Mechanical Engineering
Mechanical engineering forms the foundation of every industrial refrigeration system. Mechanical designs are developed around real operating conditions, facility constraints, and long-term performance requirements, not theoretical loads.
Systems are custom engineered using natural refrigerants including ammonia and CO₂, with layouts that prioritize accessibility, serviceability, and safe operation. Designs account for heat loads, traffic patterns, defrost strategies, and future capacity needs to ensure stable performance under real-world conditions.
Mechanical engineering is coordinated directly with electrical, controls, manufacturing, and construction teams.

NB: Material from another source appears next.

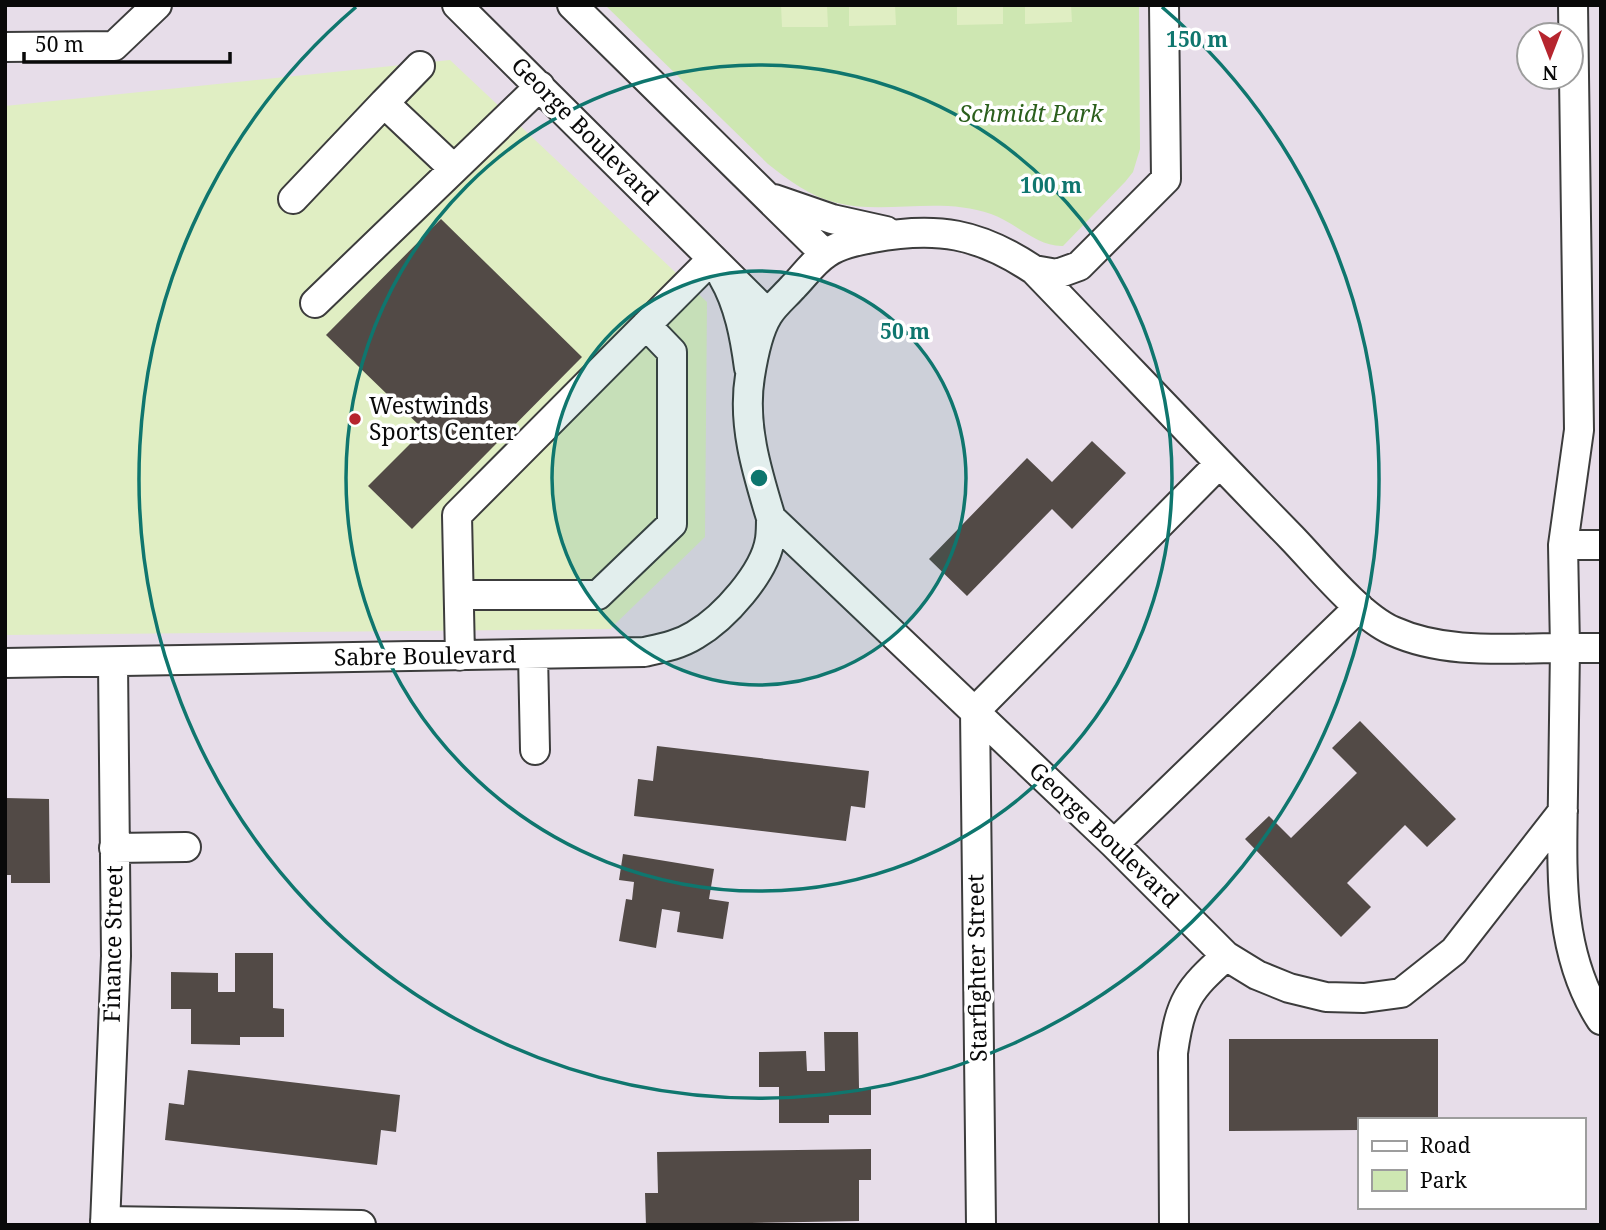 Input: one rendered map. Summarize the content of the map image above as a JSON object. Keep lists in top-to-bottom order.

This ensures system designs reflect how equipment will actually be fabricated, installed, commissioned, and serviced in the field.
Key mechanical design considerations include:
Value engineering to balance performance, efficiency, and capital cost
Built-in redundancies for critical equipment and system components
Refrigerant isolation through mechanical enclosures and system zoning
Equipment layouts that support safe access, inspection, and maintenance
Designs that accommodate expansion, retrofits, and operational changes
Electrical Engineering & Power Distribution
Industrial refrigeration electrical systems must support continuous operation, safe performance, and long-term flexibility. Electrical engineering is developed as an integrated part of the refrigeration system, not as a standalone utility.

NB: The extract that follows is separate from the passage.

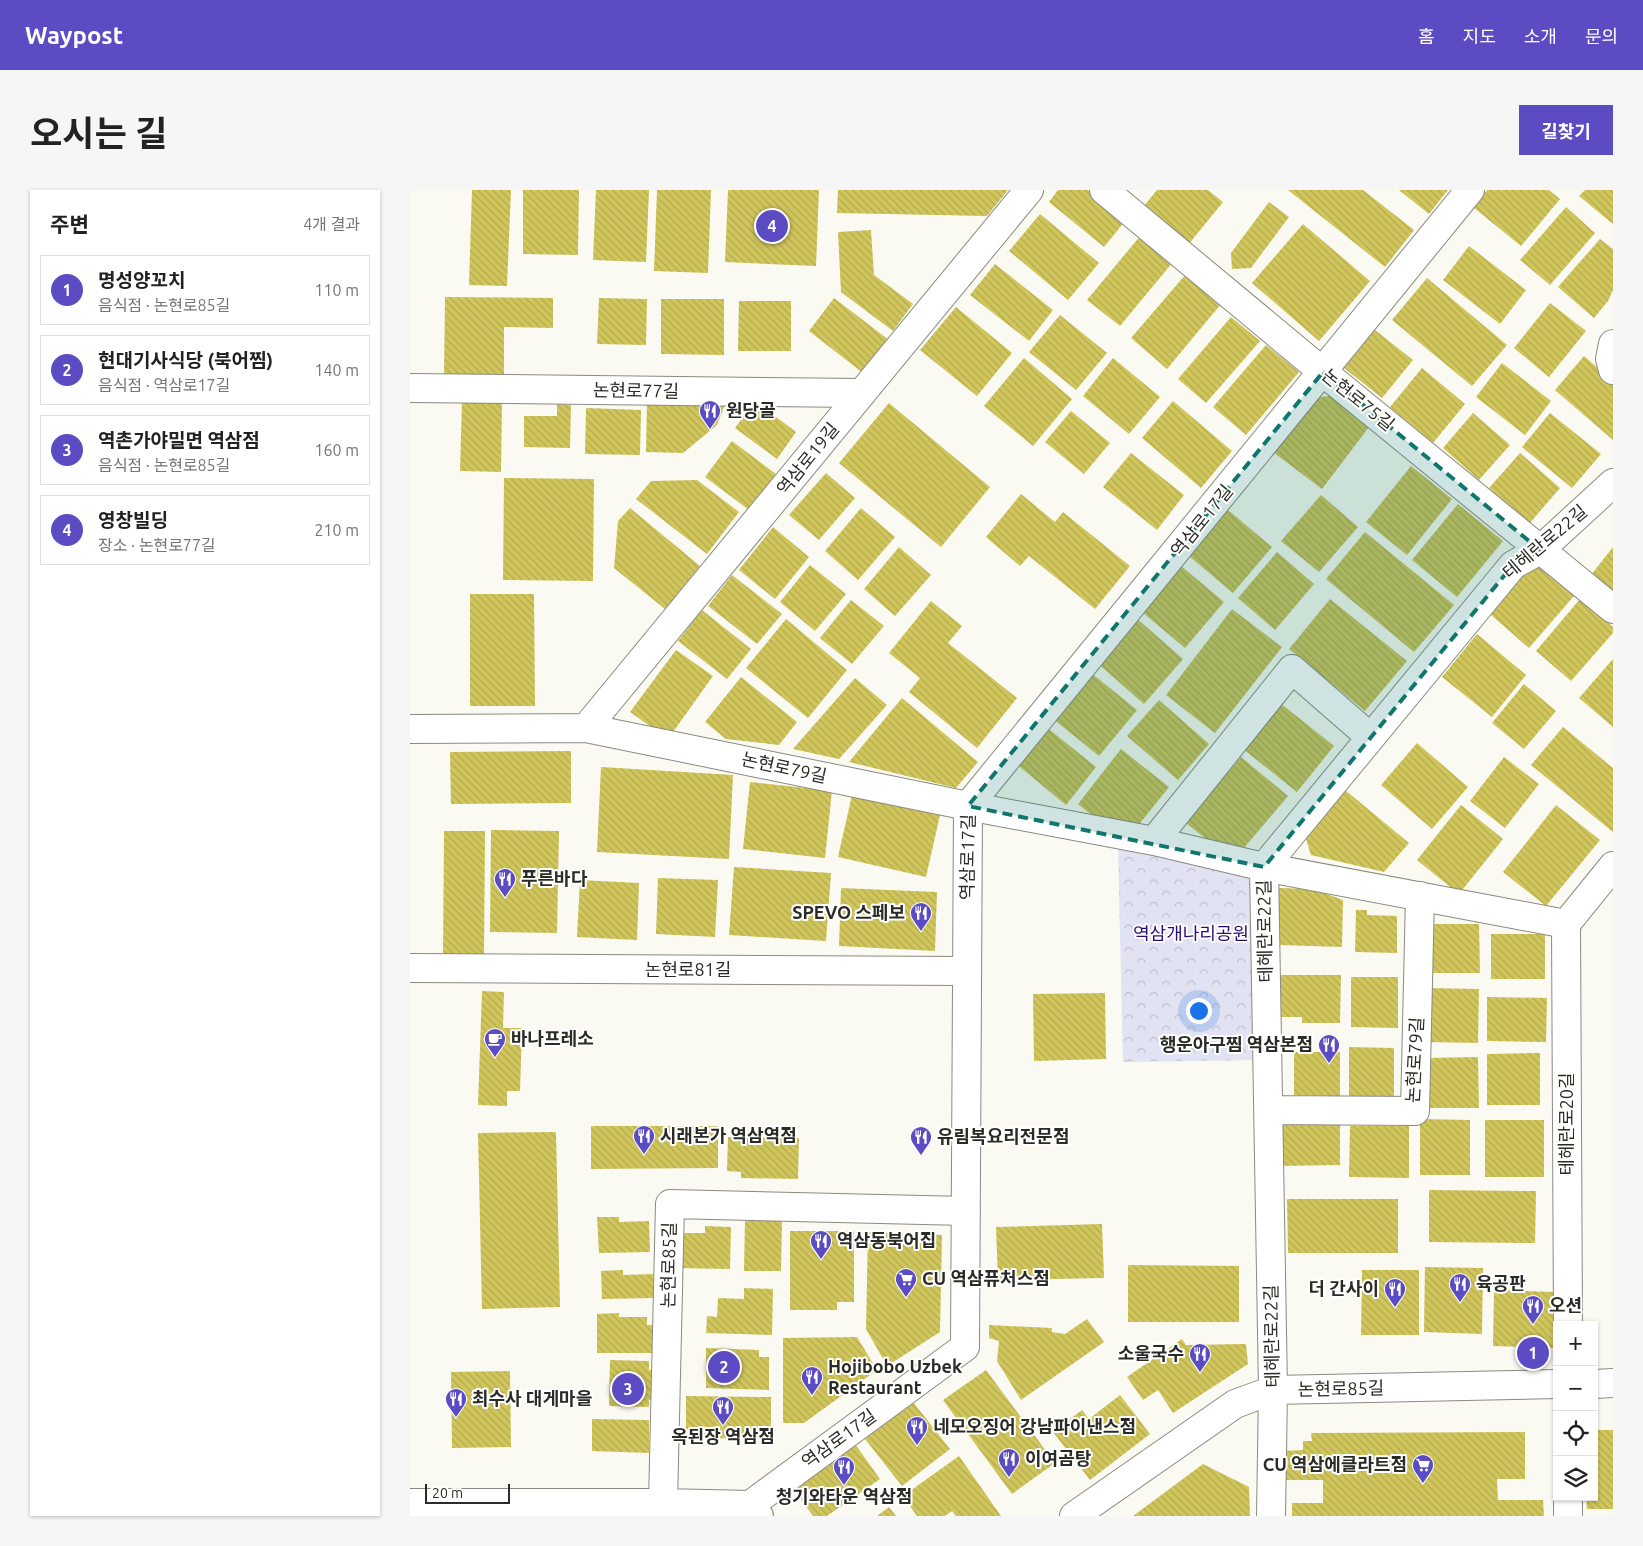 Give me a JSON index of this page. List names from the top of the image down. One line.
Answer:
{"streets":{"street":["논현로77길","논현로75길","역삼로19길","역삼로17길","테헤란로22길","논현로79길","논현로81길","테헤란로20길","논현로85길"]},"crossings":[["논현로77길","역삼로19길"],["논현로75길","역삼로17길"],["논현로75길","테헤란로22길"],["역삼로19길","논현로79길"],["역삼로17길","논현로79길"],["역삼로17길","논현로81길"],["역삼로17길","논현로85길"],["테헤란로22길","논현로79길"],["테헤란로22길","논현로85길"],["논현로79길","테헤란로20길"]],"parks":["역삼개나리공원"],"places":{"restaurant":["원당골","푸른바다","SPEVO 스페보","행운아구찜 역삼본점","시래본가 역삼역점","유림복요리전문점","역삼동북어집","육공판","더 간사이","오션","소울국수","Hojibobo Uzbek Restaurant","최수사 대게마을","옥된장 역삼점","네모오징어 강남파이낸스점","이여곰탕","청기와타운 역삼점"],"cafe":["바나프레소"],"supermarket":["CU 역삼퓨처스점","CU 역삼에클라트점"]},"scale_bar":"20 m","page":{"header":"Waypost","nav":["홈","지도","소개","문의"],"title":"오시는 길","buttons":"길찾기","heading":["주변","4개 결과"],"pins":["4","1","2","3"],"list":[{"mark":"1","name":"명성양꼬치","note":"음식점 · 논현로85길","value":"110 m"},{"mark":"2","name":"현대기사식당 (북어찜)","note":"음식점 · 역삼로17길","value":"140 m"},{"mark":"3","name":"역촌가야밀면 역삼점","note":"음식점 · 논현로85길","value":"160 m"},{"mark":"4","name":"영창빌딩","note":"장소 · 논현로77길","value":"210 m"}],"map_buttons":["+","−"],"scale":"20 m"}}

Complete power distribution systems are designed to support compressors, condensers, evaporators, pumps, and auxiliary equipment across complex facilities. Electrical design emphasizes proper equipment sizing, coordinated protection, and clear separation between power, control, and safety circuits.

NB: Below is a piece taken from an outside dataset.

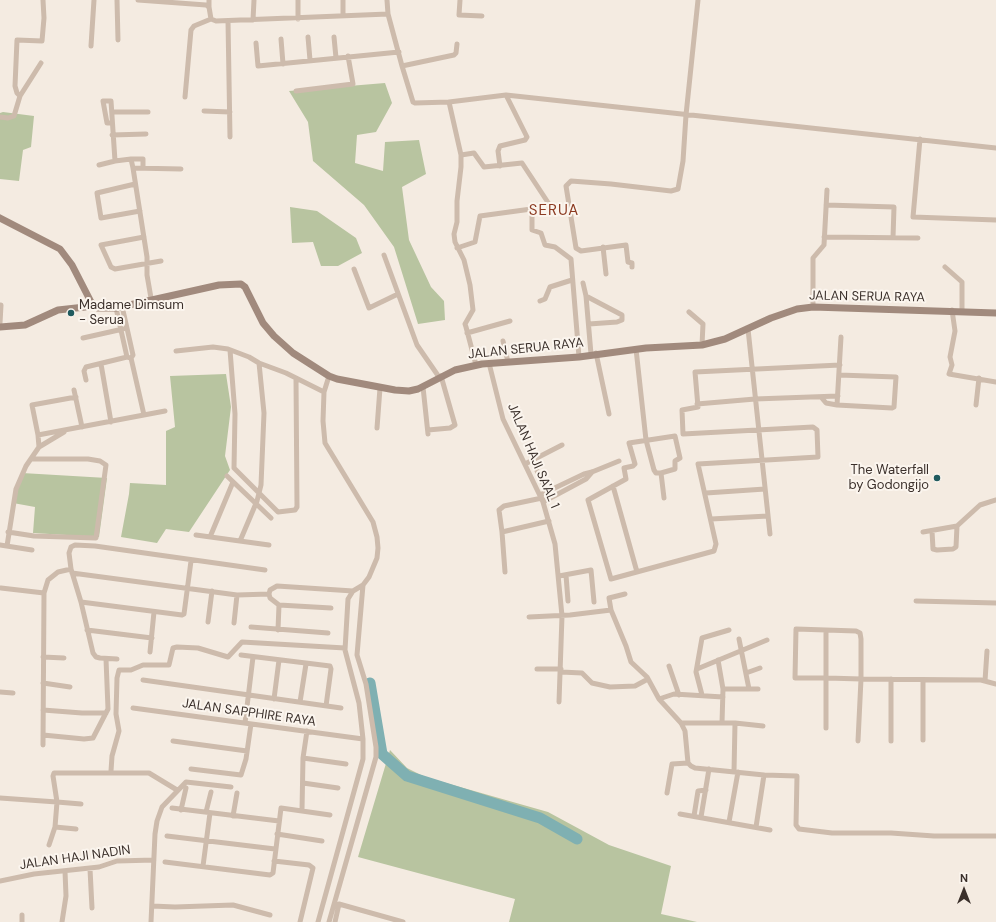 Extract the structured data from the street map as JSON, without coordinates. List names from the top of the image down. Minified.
{"streets":{"main road":["JALAN SERUA RAYA"],"street":["JALAN HAJI SA'AL 1","JALAN SAPPHIRE RAYA","JALAN HAJI NADIN"]},"crossings":[["JALAN SERUA RAYA","JALAN HAJI SA'AL 1"]],"districts":["SERUA"],"places":["Madame Dimsum - Serua","The Waterfall by Godongijo"],"north":"top"}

Electrical infrastructure is engineered to support uptime, simplify maintenance, and integrate cleanly with controls and plant operations.
Electrical engineering capabilities include:
Power distribution design for large-scale refrigeration systems
Load analysis and demand planning for present and future capacity
Redundancy strategies for critical electrical components
Integration with in-house UL-listed control panel manufacturing
Coordination with mechanical layouts to reduce installation complexity

Platforms supported include industry-leading automation and power systems from Honeywell, ABB, Siemens, and Rockwell Automation.




Controls & Automation
Controls engineering connects mechanical and electrical systems into a single, intelligent refrigeration platform. Control strategies are designed to maximize reliability, efficiency, and operational visibility while reducing manual intervention.
System logic is developed to manage machine sequencing, capacity control, and fault response in real time. Advanced strategies such as wet-bulb control, variable speed drives, and staged equipment operation are used to optimize performance across changing ambient and load conditions.
Controls engineering is tightly integrated with mechanical and electrical design to ensure sensors, valves, drives, and safety systems work together as intended.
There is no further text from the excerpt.